One of the real joys, I imagine, would be the evening walks with God. You and I can, of course, talk to God, but it is more like a the phone call than face to face encounter. This was face to face, every evening, walking and talking, visiting and sharing with his creator. No issues, no problems, no guilt, nothing to hinder that sweet fellowship.
In the midst, the middle if I understand correctly, stand two trees. Their exact relationship to each other is unknown. One is called the Tree of Life. Access to that tree was unlimited, and rewarding. It was the proverbial Fountain of Youth. The fruit of that tree would prolong life, offering not only youth, but unending life. And when one is in a perfect place, forever sounds very nice. As with all other trees in the garden, Adam could come here whenever he wished.
All other trees that is but one. For in the garden, I wonder if right next to it, was a second named tree. It was known as The Tree of the Knowledge of Good and Evil. Eve, Adam’s wife, will note later that it was “good for food” and “delightful to the eye.” Exactly what that means is subject to some conjecture. It was pretty, that much I am confident about. Good for food is a bit more mysterious. Sweet scents, perhaps, crisp like an apple, or soft like a peach? The injunction regarding this tree, however, was clear. ‘You must not eat fruit from the tree that is in the middle of the garden, and you must not touch it, or you will die.’ Pretty harsh I would say. This one “Yes,” and all others, as well. But that one, that ONE, “No!” Don’t eat it, don’t touch it. If I were God I might have added, “Don’t even think about it.” And for all I know, for some period of time, weeks, months, years, decades, scores, centuries, millennia, who knows, that is exactly what Adam and Eve did. Maybe the tree was over the hill, out of sight and out of mind. Maybe it was in their back yard, outside their house. Always there, always present. And this man and his lady did exactly as God commanded.
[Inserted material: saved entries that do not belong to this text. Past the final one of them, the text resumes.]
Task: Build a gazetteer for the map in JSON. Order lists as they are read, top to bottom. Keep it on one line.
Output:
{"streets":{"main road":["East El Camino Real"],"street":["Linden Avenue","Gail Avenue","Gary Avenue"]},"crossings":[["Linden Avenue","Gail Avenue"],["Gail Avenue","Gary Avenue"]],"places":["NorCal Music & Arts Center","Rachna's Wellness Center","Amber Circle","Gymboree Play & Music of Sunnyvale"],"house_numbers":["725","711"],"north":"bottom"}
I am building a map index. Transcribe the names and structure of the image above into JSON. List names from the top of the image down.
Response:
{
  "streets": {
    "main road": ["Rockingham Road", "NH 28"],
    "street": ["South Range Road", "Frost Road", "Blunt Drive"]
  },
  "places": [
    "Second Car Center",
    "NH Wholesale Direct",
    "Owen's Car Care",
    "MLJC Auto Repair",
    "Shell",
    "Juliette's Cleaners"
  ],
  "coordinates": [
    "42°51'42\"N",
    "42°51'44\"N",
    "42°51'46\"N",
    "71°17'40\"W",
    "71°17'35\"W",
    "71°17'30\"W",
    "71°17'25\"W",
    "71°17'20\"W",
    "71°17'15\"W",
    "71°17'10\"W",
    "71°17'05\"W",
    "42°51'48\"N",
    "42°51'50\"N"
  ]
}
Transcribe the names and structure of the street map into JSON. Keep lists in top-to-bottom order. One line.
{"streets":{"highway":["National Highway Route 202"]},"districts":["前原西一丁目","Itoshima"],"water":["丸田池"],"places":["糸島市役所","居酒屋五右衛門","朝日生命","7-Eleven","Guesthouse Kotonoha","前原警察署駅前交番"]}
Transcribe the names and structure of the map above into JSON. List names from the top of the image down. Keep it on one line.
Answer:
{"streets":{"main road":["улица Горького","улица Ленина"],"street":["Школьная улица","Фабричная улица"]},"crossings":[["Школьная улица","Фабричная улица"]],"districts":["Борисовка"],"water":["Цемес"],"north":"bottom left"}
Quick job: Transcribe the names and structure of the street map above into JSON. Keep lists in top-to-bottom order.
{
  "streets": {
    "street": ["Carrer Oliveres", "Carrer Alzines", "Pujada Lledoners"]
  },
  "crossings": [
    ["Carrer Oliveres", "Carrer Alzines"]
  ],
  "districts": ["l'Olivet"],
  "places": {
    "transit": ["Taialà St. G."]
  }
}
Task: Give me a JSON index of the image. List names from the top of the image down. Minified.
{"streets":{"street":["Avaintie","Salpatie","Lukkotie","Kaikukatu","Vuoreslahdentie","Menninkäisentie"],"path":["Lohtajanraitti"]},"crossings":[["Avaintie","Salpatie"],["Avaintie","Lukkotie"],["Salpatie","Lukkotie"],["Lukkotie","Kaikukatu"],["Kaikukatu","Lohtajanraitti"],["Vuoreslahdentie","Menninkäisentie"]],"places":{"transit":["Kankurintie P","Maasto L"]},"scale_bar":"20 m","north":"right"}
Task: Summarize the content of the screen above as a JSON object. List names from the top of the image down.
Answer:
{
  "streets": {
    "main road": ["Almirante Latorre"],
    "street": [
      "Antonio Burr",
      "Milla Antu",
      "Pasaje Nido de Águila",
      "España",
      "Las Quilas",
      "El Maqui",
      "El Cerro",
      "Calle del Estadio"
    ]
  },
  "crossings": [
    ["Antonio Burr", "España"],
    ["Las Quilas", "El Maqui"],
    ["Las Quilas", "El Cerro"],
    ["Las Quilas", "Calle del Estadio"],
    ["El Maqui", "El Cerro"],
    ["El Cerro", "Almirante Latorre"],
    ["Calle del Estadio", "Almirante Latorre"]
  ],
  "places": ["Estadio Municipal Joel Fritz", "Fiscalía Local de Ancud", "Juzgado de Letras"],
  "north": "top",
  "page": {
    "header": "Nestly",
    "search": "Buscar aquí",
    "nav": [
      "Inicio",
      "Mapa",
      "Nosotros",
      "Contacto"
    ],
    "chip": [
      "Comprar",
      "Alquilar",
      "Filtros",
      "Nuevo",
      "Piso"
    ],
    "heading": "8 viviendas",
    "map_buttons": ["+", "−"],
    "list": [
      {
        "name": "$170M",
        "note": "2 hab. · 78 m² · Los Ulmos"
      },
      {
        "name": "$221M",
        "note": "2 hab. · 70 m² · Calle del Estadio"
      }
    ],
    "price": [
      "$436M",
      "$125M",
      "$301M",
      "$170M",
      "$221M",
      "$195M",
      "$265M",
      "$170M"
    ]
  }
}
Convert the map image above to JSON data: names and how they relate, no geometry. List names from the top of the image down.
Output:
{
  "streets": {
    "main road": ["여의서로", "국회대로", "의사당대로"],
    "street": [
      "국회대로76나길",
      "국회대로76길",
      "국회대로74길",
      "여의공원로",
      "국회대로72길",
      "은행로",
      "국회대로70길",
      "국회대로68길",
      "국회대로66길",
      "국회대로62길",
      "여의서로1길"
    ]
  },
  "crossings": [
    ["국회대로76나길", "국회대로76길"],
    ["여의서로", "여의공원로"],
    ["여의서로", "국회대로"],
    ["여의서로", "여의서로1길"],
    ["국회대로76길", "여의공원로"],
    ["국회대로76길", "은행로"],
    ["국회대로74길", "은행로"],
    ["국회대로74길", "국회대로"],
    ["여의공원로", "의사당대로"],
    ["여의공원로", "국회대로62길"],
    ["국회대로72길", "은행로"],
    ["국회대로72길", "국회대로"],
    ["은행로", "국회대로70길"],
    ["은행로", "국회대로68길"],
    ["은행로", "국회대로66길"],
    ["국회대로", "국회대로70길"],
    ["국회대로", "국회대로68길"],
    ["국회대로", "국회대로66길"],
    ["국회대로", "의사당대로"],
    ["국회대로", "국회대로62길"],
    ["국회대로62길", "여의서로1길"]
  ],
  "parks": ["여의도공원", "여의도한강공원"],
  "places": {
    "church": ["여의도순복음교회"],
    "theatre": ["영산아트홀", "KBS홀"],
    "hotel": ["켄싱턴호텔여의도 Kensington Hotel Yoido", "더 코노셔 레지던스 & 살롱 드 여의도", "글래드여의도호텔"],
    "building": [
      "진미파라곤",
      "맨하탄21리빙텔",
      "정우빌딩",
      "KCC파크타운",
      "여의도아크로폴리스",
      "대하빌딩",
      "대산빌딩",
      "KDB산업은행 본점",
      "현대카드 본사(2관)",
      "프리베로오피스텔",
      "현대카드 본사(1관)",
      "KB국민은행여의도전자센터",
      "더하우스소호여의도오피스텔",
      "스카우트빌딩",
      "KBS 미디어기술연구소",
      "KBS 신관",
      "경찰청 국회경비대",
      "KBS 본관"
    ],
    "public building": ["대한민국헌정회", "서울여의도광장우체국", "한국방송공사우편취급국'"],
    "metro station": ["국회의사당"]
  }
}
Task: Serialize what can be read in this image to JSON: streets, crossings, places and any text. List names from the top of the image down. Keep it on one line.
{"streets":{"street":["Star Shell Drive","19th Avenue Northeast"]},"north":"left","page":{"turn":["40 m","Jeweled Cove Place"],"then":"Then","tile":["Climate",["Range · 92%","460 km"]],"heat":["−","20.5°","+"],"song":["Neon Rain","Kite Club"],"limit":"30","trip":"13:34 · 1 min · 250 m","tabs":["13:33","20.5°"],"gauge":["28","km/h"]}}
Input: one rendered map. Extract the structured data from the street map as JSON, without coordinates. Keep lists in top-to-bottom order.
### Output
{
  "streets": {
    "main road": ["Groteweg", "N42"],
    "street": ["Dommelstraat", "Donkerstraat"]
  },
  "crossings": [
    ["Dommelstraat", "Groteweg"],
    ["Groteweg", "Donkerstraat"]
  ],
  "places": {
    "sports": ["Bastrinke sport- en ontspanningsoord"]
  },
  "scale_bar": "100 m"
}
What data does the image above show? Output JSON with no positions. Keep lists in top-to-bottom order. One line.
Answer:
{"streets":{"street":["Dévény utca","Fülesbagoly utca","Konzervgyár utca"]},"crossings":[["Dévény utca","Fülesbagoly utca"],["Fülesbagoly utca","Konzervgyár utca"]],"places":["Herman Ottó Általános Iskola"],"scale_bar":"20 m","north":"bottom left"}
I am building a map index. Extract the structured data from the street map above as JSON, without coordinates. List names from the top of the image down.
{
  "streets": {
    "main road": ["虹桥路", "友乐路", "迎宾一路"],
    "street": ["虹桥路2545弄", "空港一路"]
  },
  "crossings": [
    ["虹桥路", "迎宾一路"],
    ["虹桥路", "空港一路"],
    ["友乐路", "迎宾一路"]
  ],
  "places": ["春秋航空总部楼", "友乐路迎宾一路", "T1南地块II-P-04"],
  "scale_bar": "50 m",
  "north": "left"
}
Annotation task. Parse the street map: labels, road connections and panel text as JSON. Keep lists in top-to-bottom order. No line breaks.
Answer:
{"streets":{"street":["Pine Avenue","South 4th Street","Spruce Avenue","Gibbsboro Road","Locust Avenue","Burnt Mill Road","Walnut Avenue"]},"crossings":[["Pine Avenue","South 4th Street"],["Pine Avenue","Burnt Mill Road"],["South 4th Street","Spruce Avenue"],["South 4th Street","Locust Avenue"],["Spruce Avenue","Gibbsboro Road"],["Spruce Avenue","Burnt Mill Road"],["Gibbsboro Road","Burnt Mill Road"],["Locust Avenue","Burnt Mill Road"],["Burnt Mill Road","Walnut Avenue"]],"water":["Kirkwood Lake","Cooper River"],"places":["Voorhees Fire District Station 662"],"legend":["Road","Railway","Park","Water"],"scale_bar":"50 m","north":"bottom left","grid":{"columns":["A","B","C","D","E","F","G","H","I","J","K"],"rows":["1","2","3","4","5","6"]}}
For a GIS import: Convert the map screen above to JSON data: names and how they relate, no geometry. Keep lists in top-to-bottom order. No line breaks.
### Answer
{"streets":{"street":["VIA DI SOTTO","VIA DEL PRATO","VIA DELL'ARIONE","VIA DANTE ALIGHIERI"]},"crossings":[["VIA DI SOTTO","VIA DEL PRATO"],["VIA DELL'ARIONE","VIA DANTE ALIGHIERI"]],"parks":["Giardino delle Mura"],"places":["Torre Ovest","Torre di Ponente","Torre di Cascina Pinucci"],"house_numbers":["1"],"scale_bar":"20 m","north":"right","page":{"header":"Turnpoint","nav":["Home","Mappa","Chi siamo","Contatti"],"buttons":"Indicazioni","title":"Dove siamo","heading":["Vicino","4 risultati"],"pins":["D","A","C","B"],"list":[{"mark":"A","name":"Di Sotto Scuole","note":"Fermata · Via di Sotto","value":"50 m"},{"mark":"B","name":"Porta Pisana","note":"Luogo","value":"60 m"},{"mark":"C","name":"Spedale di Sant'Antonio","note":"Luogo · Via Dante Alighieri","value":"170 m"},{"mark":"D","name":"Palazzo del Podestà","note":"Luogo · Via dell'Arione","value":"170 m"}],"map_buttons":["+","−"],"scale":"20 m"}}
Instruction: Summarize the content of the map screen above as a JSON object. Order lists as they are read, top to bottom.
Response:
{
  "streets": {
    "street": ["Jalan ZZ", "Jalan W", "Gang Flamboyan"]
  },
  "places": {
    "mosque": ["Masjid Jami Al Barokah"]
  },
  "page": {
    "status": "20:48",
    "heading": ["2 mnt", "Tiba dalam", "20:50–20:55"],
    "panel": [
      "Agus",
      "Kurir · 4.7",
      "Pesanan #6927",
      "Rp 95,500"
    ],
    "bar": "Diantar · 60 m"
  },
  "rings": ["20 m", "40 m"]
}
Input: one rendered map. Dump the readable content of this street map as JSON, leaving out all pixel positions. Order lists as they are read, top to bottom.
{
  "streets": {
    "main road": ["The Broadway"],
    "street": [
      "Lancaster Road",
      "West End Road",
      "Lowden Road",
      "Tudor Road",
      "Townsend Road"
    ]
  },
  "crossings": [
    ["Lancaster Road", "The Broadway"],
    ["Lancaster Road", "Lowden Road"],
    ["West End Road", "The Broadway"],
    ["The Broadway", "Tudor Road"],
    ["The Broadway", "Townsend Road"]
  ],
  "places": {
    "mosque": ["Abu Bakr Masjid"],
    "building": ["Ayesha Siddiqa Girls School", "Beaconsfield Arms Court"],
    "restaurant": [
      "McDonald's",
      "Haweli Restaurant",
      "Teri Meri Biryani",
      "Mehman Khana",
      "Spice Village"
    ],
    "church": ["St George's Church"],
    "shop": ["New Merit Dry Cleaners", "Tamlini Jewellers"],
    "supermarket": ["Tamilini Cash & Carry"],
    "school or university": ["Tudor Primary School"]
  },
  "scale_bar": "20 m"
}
Until one day! One day a serpent asked a simple question, “Did God really say?” At that moment the seed of doubt was planted and for the first time that first couple began to wonder about the question of will. Whose will would prevail? Remember it was good for food and looked desirable. And it had one other quality. It would make one wise. The Message puts it, “She’d know everything!” In one moment, one thought, planted by man’s arch enemy, perfection gave way to imperfection. God’s word and his truthfulness were called into question. But more to the point, His will was challenged. And two bites later, one for Eve and one for Adam, all creation changed. Weeds grew, guilt and embarrassment were birthed. Shame enters the picture as do sweat and toil. All because of a moment, one moment in time.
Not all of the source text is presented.